== ACTION ITEM ==
Report each line of the entries below that includes "turn".

== INFORMATION SUPPLIED ==
========================================================================

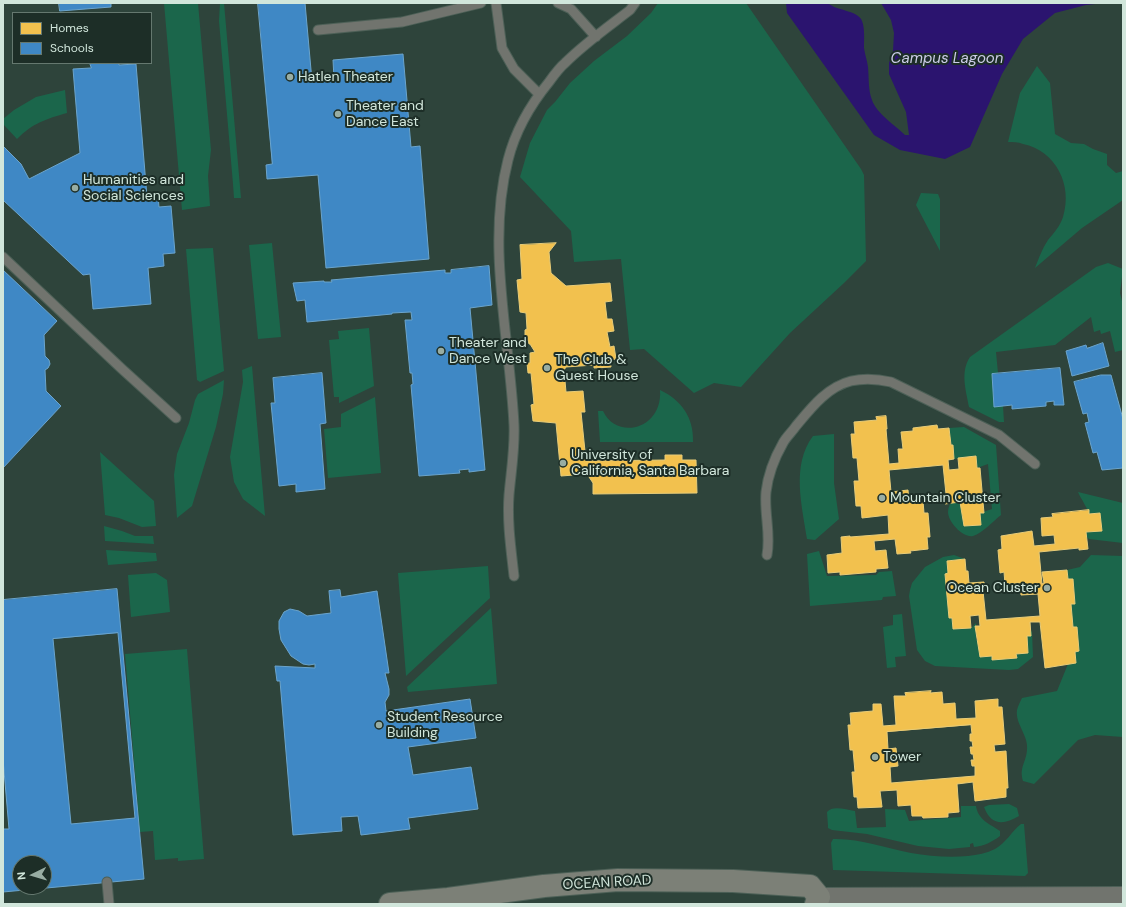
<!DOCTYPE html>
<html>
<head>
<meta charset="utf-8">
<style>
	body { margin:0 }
	#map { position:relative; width:1126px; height:907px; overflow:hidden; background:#2e443b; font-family:"DM Sans",sans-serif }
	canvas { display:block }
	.frame { position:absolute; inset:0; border:4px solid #d1e6db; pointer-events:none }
	.legend { position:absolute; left:12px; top:12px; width:140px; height:52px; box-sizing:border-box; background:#1d2e27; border:1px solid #65786f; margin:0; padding:5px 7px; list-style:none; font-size:12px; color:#d1e6db }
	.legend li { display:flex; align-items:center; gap:8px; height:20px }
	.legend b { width:20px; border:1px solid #65786f }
	.north { position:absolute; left:12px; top:855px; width:40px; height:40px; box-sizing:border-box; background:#1d2e27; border:1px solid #65786f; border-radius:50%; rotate:265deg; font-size:11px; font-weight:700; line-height:16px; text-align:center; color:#d1e6db }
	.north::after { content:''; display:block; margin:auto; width:14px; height:18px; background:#98ada3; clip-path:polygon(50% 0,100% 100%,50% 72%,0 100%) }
</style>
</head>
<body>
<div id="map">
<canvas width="1126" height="907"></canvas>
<div class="frame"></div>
<ul class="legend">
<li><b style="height:11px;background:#f2c14e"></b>Homes</li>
<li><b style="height:11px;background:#3f88c5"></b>Schools</li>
</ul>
<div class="north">N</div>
</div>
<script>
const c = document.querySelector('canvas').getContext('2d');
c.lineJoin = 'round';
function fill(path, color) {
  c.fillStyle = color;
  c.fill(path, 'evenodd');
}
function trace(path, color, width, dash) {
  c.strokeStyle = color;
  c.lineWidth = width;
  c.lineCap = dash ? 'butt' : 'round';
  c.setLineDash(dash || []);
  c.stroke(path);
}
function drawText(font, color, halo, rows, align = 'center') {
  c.font = font + ' "DM Sans",sans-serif';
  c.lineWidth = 4;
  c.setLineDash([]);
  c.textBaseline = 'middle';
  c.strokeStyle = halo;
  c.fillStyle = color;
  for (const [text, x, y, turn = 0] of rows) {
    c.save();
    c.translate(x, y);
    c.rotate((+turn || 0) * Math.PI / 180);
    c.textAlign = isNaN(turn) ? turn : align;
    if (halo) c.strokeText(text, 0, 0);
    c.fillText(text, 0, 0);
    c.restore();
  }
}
fill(new Path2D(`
	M164 3H198L211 150 208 176 210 206 182 210Z
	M220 3H224L241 198H234L233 184 219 21Z
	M658 3H746L861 169 864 175 866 261 844 283 790 333 741 387 714 383 694 393 644 349 630 350 621 259 574 262 571 231 520 177 530 143 547 110 555 102 570 83 594 61 627 36 651 13Z
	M1037 66 1050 83 1055 134 1071 143 1084 144 1093 149 1107 154V165L1116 173 1123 171V200L1082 228 1035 268C1039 258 1042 249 1048 240 1054 233 1060 226 1063 217 1073 185 1056 151 1023 144 1018 142 1013 142 1008 142L1020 93Z
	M65 90 67 113C46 119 33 123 17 139L3 124V119L14 110 36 97Z
	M921 193 938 194 940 199V251L916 205Z
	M272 243 281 337 258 339 249 245Z
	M213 248 224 371 200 382 197 380 186 249Z
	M1108 263 1123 269 1120 293 1123 305V350L1115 352 1110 331 1101 334 1100 330 1094 332 1091 317 1055 345 996 352 998 373 992 374 994 406H1003L1004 422H999L969 407C966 390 960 372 970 357L1096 267Z
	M369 328 374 386 339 403V397H334L329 340 339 339 338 331Z
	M252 366 265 516 243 499 234 482 230 457 243 382 242 370Z
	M224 380 223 394 216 427 192 506 177 518 174 475 177 454 189 423 195 400 198 394Z
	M660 390C681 400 694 417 693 442H600L598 411H603C617 441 663 429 660 390Z
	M375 397 381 473 328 478 324 429 341 427V414Z
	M964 427 996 445 1001 515C993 521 983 533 973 536 963 538 948 522 948 512 948 508 950 503 952 500L960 502 964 526 981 525 980 513 992 509 988 464 977 468 976 456 954 459 953 445H951L949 428Z
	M834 434V483L839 519 815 540 807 539C802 506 791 465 813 436Z
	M100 452 154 501 156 526 142 527 119 518 105 515Z
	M1078 492 1123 503V543L1089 539 1087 537 1086 532 1102 531 1100 513 1089 514C1089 511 1080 497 1078 492Z
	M104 526 122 531 135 536H153L154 544 105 541Z
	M106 550 156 553 157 561 108 565Z
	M819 551 827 576 876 575 879 572 892 571 896 596 883 597 882 600 810 606 807 554Z
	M954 555 965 559 947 561 948 573 945 574 949 618H952L953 629 971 628 976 623V640H978L980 657 992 656V660L1017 658 1016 654 1028 653 1027 636 1032 631 1033 657 1018 669 1009 670 935 666 925 661 917 650 909 596 910 590 912 583 925 567 943 557Z
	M1091 555 1123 556V737L1095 735 1078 740 1034 784 1023 781C1019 767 1026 763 1027 750 1029 736 1015 724 1017 710 1018 706 1020 702 1022 698L1057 691 1068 664 1076 663 1075 652 1079 651 1077 627H1073L1071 604 1075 603 1073 579H1068L1067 570 1080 567Z
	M488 566 490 598 406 676 398 573Z
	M156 573 167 580 170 612 131 617 128 575Z
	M491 608 497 684 408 692 407 687Z
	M902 614 906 656 895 657 896 667 887 668 883 627 893 625V615Z
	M187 649 204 859 178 861V858L155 860 153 831 140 832 125 654Z
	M1009 804 1017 808 1019 816C1004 825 991 826 984 807L989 805Z
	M961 806H976C978 820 990 824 1000 831V836C992 842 984 846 974 847L973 843 970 844V847L949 849 918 846 867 834 832 830 828 828V826L827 812C833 805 846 810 855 811L857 828 886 827 885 809 905 810 909 821 961 817Z
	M1021 824H1024L1028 873 1025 876 833 870 831 843 833 839C859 838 885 848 911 853 929 856 949 858 968 856 977 855 987 853 995 849 1007 842 1011 832 1021 824Z`), '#1b664b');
fill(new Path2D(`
	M786 3H828C836 11 858 10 862 21 865 28 864 41 864 48 865 55 867 60 868 67 869 77 868 90 872 100 876 113 896 126 905 135H909L906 112 889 74V63L893 51 894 33 891 20 881 3H1105L1086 5 1055 13 1023 39 1002 74 970 147 945 159 900 150 874 135 787 13Z`), '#2b146f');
const homes = new Path2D(`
	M556 243 549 252 551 273 566 286 610 283 612 301 605 302 607 319H612L614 331 607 332 610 347 614 346 616 359 610 360 611 367 594 368V365L566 367 564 370 566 392 583 391 585 412H581L586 461 665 460V455H682V460H696L697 493 593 494V483L587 474 561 476 556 423 533 421 531 405 534 404 531 373H528L527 363H530V353L535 352 530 344H529L528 340 525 341V330L527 329 526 313 520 312 517 280 522 279 520 245Z
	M886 416 887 429H886L889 464 899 463 898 449H903L901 432 913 431V428L937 425 938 429 949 428 951 445H953L954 459 948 460 949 470 959 469 958 458 976 456 977 468H980L984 513H980L981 525 964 526 960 502 945 504 944 494H946L943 465 889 470 891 492 908 490 909 502 923 501 924 513H928L930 537H927L928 549 910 551 911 553 897 554 895 539 874 541 875 551 886 550 888 568 876 569V572L840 575V572L828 573 827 555 842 553 841 537 850 536V537L889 534 888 515 862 518 861 506H856L854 481H859L857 458H853L851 434H855L854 422 877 420 876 417Z
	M1089 510V514L1100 513 1102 531 1086 532 1088 549 1079 550V548L1039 552 1042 584 1044 583 1042 572 1067 570 1068 579H1073L1075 604H1071L1073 627H1077L1079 651 1075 652 1076 663 1045 668 1040 622H1030L1031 636H1027L1028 653 1016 654 1017 658 992 660V656L980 657 975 626H980L979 615 970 616 971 628 953 629 952 618H949L945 574 948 573 947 561 965 559 966 571H968L969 583 984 582 985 591H983L986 620 1040 616 1038 594 1021 595 1020 583 1005 584 1004 572 1000 573 998 550 1002 549 1001 536 1032 531 1034 546 1055 544 1054 535 1042 536 1041 518 1053 517 1052 514Z
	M931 691 930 693 942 692 943 704 955 703 956 719 976 718 975 701 998 699V707H1002L1005 744 994 745 995 752 1006 751 1008 788H1006V797L975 801 973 782 957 784 959 812 948 813V817L923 818 922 816H912L911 805 898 806 897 790 880 791 882 807 858 808 857 797H854L852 772H855L853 750H850L848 725H851L850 713 873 711V704H881L883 726 896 725 894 696H906L905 693ZM971 725 972 734H970V741H972L973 747H970L971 754H973L974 760H971L972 766H975V776L891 783 890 767 898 766 896 748 888 749 887 732Z`);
fill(homes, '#f2c14e');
trace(homes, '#e8cc78', 1);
const schools = new Path2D(`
	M59 3H111V7L60 11Z
	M258 3H305L312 81 334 79 333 60 403 54 411 147 420 146 429 259 326 268 318 175 267 179 266 165 272 164Z
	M90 63H119V65L136 64 147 197 158 196 159 207 171 206 175 253 163 254 164 266 148 268 151 304 93 309 90 274 83 275 3 200V146L21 164 29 179 80 153 73 69 91 68Z
	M489 266 492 305 470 308 485 470 469 472V469L459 470 460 473 419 476 411 385 413 384 412 373H410L405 320H412L411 312 392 313V314L307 322 305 300 297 301 293 283 324 281V282H332L331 280 445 270V273H451V270Z
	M3 270 57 321 44 335 45 356 49 360 50 364 48 368 45 370 46 391 61 406 3 468Z
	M1103 343 1109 366 1072 376 1066 351 1086 345 1087 348Z
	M1060 368 1064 405H1054V401L1046 402V406L1012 409V405L994 407 992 374Z
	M322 373 326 423 320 424 325 489 296 492V484L279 486 271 403H275L273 378Z
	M1101 375H1111L1123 419V468L1102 470 1097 452 1093 453 1085 423 1089 422 1087 413 1083 414 1074 382Z
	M117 589 144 879 3 892V600ZM20 863H44V887H20Z
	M340 590 341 597 377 591 389 673H385L389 689V695L385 702 386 711 470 699 476 738 408 747 413 775 471 767 478 809 408 818 410 829 361 835 358 816 341 817 342 831 293 835 280 681H277L275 666 315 668V664L309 665 303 664 291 656 281 640 279 629V621L284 612 290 609 299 611 307 616 331 613 329 591Z
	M118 633 135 818 71 824 53 639Z
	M3 759 9 829H3Z`);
fill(schools, '#3f88c5');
trace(schools, '#6ba4cc', 1);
const lane = new Path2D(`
	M496 3 502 48 514 69 539 94
	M558 3 571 9 596 37
	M318 30 402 22 481 3
	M3 257 122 369 176 418
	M767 555C771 534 764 513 766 492 768 475 775 457 783 443 786 437 792 432 796 426 811 408 827 387 851 381 864 378 878 379 891 382L999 435 1035 464
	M514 576C511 549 507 522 509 495 511 472 515 449 514 425 510 339 486 245 508 160 515 132 531 104 549 82 554 75 559 68 565 63 585 43 608 27 630 10L635 3
	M107 882 109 904`);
const street = new Path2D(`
	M819 897 1123 896`);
const secondary = new Path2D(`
	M390 904 448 899 544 886 618 880 733 881 810 886 819 897 816 904`);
trace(lane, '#4d6057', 11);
trace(street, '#4d6057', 20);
trace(secondary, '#4d6057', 24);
trace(lane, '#71746e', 9);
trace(street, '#71746e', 18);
trace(secondary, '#7c8077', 22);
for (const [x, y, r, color] of [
	[290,77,4,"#98ada3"],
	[338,114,4,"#98ada3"],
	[75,188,4,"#98ada3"],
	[441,351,4,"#98ada3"],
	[547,368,4,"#98ada3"],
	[563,463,4,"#98ada3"],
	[882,498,4,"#98ada3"],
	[1047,588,4,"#98ada3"],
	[379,725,4,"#98ada3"],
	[875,757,4,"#98ada3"]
]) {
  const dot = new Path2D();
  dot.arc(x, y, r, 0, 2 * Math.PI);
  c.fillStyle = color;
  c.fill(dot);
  trace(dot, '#1d2e27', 1.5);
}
drawText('14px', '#d1e6db', '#1d2e27', [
	["Hatlen Theater",298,77],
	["Theater and",346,106],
	["Dance East",346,122],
	["Humanities and",83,180],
	["Social Sciences",83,196],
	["Theater and",449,343],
	["Dance West",449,359],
	["The Club &",555,360],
	["Guest House",555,376],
	["University of",571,455],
	["California, Santa Barbara",571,471],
	["Mountain Cluster",890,498],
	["Ocean Cluster",1039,588,"right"],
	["Student Resource",387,717],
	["Building",387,733],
	["Tower",883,757]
], 'left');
drawText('14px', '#d1e6db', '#1d2e27', [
	["OCEAN ROAD",607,883,-3]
]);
drawText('italic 15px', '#cccde8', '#1d2e27', [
	["Campus Lagoon",947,59]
]);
</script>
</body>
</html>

========================================================================

== TASK ANSWER ==
  for (const [text, x, y, turn = 0] of rows) {
    c.rotate((+turn || 0) * Math.PI / 180);
    c.textAlign = isNaN(turn) ? turn : align;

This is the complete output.